MAYOR of London Ken Livingstone announced on June 19 that 50:50 joint venture MTR Laing had been selected to operate a 107 km network of inner suburban lines under a contract to be signed on July 2. The contract will last for seven years from November 11 2007, with an extension of two years if performance targets are met.

MTR operates the Mass Transit Railway in Hong Kong, and has been seeking opportunities to exploit its reputation of efficient operation in Europe the London contract is its first success. The other partner, construction group John Laing, won the Chiltern Railways franchise in 1996 covering services into the London Marylebone terminus, and currently holds one of only two 20 year franchises in the UK.

The network covered by the new contract, to be known as London Overground because it will complement the Underground, which is also managed by Transport for London under the Mayor's control, has two elements.

Already in operation are four mainly orbital services currently known as Silverlink Metro, part of a franchise held by National Express Group.
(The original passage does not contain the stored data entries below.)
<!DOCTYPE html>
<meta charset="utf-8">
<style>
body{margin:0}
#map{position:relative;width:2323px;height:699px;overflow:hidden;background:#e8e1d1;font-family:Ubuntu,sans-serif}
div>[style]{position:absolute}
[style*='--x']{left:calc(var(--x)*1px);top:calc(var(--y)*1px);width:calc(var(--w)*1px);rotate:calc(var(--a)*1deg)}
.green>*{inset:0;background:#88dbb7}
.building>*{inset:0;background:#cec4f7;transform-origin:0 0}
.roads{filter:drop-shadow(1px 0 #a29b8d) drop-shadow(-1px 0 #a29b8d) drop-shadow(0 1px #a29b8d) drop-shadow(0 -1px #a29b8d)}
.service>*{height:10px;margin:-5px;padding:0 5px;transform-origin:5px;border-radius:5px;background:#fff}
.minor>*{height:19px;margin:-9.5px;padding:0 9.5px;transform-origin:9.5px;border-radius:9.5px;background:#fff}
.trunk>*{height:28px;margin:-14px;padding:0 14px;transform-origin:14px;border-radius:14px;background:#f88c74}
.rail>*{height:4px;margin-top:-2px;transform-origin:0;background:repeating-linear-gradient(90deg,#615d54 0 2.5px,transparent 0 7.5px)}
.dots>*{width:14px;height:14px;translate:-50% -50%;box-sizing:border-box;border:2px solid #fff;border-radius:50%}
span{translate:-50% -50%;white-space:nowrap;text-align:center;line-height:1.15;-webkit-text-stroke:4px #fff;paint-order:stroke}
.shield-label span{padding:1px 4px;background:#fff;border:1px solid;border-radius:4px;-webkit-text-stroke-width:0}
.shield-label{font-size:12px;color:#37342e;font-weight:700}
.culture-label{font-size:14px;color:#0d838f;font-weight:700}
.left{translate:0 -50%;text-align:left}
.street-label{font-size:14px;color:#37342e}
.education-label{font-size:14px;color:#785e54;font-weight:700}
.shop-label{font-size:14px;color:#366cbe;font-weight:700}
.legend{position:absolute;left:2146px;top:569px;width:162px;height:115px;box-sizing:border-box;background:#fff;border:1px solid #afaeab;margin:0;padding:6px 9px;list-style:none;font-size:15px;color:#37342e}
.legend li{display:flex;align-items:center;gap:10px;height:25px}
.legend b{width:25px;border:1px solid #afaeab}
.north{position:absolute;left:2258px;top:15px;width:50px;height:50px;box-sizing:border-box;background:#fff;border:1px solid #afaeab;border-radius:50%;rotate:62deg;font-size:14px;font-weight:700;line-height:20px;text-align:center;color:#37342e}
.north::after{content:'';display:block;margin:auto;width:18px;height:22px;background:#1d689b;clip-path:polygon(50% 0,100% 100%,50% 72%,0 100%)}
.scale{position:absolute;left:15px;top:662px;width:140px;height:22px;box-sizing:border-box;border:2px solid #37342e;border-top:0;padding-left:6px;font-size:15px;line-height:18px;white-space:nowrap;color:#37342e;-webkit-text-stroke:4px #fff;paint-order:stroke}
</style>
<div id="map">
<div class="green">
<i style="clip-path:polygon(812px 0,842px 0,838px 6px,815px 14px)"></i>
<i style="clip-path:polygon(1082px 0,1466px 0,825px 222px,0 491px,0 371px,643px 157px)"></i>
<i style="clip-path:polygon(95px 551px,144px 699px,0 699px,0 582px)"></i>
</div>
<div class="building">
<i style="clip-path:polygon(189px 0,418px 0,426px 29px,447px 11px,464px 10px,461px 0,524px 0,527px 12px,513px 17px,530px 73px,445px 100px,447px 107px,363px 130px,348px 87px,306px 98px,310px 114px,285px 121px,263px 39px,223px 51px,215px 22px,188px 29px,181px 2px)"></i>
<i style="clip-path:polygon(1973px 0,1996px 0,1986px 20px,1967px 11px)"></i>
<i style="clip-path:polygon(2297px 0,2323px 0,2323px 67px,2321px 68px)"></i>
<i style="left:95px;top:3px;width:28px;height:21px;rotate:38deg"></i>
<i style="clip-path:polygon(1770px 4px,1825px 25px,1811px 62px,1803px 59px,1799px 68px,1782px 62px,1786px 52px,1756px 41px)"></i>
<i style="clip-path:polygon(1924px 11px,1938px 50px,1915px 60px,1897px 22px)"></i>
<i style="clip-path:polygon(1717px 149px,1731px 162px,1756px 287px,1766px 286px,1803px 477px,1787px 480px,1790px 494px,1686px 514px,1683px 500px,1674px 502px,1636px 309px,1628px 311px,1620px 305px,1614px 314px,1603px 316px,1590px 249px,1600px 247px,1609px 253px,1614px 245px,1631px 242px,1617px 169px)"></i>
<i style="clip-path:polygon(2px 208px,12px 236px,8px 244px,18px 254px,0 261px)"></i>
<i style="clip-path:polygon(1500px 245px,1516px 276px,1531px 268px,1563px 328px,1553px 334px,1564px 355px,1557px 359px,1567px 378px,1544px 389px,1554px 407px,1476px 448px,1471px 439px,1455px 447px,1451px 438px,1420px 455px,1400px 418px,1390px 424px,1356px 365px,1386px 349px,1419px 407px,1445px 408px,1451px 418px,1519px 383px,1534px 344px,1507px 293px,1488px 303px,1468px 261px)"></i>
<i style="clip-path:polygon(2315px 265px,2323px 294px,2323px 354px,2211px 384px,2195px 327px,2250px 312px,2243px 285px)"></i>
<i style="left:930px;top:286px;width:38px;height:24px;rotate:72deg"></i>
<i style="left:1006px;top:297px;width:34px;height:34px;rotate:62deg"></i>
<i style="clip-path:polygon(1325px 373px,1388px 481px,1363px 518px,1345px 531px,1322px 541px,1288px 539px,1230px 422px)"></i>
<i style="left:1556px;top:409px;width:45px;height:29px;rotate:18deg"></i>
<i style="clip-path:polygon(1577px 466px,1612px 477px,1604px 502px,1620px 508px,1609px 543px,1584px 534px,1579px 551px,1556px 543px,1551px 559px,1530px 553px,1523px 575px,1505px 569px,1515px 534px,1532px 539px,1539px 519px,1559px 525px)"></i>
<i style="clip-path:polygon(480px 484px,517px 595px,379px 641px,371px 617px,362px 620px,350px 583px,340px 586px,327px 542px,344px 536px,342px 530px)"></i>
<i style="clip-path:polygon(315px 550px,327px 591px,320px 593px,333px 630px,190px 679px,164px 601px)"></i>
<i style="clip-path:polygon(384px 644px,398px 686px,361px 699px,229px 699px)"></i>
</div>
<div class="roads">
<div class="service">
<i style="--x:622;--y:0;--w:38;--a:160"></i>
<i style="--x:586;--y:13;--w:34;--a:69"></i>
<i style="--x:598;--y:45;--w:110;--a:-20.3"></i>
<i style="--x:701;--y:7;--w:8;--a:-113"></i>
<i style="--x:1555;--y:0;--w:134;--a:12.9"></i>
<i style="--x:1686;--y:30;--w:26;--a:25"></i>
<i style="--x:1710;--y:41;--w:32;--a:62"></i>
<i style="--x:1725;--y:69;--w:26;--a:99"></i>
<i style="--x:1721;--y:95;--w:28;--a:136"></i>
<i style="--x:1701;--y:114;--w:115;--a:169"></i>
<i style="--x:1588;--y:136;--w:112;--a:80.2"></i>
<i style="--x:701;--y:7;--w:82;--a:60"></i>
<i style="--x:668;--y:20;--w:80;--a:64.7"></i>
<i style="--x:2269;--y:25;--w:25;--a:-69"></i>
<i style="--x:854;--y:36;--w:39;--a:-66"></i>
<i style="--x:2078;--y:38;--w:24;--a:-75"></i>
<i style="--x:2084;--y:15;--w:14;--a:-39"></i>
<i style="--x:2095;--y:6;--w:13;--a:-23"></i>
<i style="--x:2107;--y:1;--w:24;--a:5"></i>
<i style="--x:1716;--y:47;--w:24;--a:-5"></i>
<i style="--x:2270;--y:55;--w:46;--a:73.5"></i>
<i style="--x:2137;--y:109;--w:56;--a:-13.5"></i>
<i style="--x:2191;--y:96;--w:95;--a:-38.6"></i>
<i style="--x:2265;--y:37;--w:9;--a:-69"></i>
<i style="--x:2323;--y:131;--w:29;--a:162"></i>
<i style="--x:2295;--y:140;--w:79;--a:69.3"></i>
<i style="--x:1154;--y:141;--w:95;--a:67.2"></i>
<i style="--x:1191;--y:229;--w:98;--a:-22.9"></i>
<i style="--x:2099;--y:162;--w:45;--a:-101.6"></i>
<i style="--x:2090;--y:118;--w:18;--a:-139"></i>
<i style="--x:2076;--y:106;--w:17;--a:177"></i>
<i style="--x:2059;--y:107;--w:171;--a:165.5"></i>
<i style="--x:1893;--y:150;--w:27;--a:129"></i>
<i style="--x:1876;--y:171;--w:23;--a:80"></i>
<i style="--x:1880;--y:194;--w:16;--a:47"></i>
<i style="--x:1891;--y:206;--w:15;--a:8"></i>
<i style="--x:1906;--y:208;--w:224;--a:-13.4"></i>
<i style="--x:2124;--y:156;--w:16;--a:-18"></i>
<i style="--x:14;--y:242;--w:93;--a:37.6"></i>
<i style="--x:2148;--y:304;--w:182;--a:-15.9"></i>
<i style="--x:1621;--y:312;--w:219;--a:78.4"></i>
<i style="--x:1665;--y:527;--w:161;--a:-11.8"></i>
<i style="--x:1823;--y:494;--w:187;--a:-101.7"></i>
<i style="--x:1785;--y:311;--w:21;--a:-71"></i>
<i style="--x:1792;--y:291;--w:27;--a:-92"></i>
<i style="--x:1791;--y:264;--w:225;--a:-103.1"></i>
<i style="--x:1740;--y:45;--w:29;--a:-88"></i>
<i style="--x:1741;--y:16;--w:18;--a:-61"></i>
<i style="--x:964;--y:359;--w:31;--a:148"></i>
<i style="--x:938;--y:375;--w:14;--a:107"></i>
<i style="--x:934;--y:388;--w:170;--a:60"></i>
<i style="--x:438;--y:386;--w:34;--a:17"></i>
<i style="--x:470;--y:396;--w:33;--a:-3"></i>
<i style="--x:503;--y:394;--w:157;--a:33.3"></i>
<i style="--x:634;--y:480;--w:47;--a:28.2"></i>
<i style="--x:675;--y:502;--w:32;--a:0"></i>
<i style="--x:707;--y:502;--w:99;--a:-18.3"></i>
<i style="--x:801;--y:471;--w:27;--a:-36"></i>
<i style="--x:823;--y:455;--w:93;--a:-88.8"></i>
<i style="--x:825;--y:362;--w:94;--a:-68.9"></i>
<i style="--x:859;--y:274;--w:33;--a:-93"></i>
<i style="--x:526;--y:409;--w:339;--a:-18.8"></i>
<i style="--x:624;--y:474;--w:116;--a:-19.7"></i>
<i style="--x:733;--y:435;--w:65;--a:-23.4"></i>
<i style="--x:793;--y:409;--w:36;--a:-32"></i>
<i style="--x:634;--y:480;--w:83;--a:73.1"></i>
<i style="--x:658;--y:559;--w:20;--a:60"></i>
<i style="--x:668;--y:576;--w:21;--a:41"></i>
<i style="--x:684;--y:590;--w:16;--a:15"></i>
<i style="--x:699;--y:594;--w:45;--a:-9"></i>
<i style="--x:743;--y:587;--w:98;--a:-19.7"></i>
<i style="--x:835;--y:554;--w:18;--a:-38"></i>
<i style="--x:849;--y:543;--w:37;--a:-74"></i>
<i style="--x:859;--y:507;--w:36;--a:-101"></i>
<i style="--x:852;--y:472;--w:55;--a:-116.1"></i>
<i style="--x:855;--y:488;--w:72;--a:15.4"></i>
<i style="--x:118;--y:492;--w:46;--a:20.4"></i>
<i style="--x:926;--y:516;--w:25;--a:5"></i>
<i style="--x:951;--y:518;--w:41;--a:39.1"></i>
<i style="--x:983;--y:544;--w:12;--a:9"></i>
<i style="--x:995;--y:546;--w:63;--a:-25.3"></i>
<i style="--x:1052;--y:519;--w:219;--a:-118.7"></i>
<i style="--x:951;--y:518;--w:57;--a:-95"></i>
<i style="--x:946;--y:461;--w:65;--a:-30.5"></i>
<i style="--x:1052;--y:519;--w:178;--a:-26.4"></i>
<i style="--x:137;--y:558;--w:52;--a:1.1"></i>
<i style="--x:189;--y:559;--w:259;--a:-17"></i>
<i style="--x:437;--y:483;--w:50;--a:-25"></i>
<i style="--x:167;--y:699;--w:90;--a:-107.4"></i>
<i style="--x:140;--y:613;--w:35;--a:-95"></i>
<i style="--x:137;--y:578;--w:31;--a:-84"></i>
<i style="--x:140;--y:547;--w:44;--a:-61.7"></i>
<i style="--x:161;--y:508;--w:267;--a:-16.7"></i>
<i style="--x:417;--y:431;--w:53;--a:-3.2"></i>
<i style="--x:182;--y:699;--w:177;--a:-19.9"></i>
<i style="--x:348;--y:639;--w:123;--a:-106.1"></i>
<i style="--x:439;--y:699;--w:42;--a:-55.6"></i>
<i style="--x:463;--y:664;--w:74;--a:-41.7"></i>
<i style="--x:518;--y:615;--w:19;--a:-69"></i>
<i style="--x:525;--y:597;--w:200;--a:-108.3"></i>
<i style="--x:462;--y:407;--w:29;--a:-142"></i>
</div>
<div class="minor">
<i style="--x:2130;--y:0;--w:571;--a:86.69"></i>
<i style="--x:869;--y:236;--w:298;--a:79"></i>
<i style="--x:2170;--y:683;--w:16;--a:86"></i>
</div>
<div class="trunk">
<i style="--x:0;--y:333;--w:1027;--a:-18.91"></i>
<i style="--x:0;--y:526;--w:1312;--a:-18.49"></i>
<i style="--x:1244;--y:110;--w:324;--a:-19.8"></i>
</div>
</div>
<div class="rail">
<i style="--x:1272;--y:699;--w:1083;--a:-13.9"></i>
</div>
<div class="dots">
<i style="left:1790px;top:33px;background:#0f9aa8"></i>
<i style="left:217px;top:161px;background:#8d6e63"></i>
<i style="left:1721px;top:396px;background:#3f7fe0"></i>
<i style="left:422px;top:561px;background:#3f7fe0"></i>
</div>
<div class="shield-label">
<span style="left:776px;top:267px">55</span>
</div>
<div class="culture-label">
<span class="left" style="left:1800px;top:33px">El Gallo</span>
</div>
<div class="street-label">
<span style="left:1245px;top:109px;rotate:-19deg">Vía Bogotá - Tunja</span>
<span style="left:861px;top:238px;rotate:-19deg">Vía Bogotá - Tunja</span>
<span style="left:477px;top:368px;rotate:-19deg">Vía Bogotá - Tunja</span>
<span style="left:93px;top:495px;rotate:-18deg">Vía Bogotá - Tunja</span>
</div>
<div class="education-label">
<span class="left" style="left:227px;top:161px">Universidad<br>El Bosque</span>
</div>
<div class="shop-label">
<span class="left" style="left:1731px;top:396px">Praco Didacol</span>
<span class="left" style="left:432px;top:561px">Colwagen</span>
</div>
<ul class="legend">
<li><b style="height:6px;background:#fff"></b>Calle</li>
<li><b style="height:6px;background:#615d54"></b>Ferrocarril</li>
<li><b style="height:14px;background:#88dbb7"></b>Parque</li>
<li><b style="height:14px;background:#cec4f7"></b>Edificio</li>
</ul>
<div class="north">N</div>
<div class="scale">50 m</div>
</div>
They are Richmond - Stratford, Gospel Oak - Barking, Willesden Junction - Clapham Junction and Euston - Watford locals. They will be known collectively as the North London Railway and use track owned and maintained by Network Rail.

The second service group, still under construction for completion at £1bn in 2010, will be known as the East London Railway. The core will be the Underground's East London Line, extended at both ends over Network Rail infrastructure.

Many existing inner London stations are run down, and MTR Laing is expected to bring them up to Underground standards with staff on duty during traffic hours. The Mayor intends to extend the Overground by taking over other routes in due course.

TfL has ordered 24 dual-voltage three-car EMUs from Bombardier to replace all the 1970s Silverlink Metro trains from 2009, and 20 four-car 750 V DC EMUs for East London services at a total cost of £223m. New DMUs will be purchased for Gospel Oak - Barking, which is not electrified.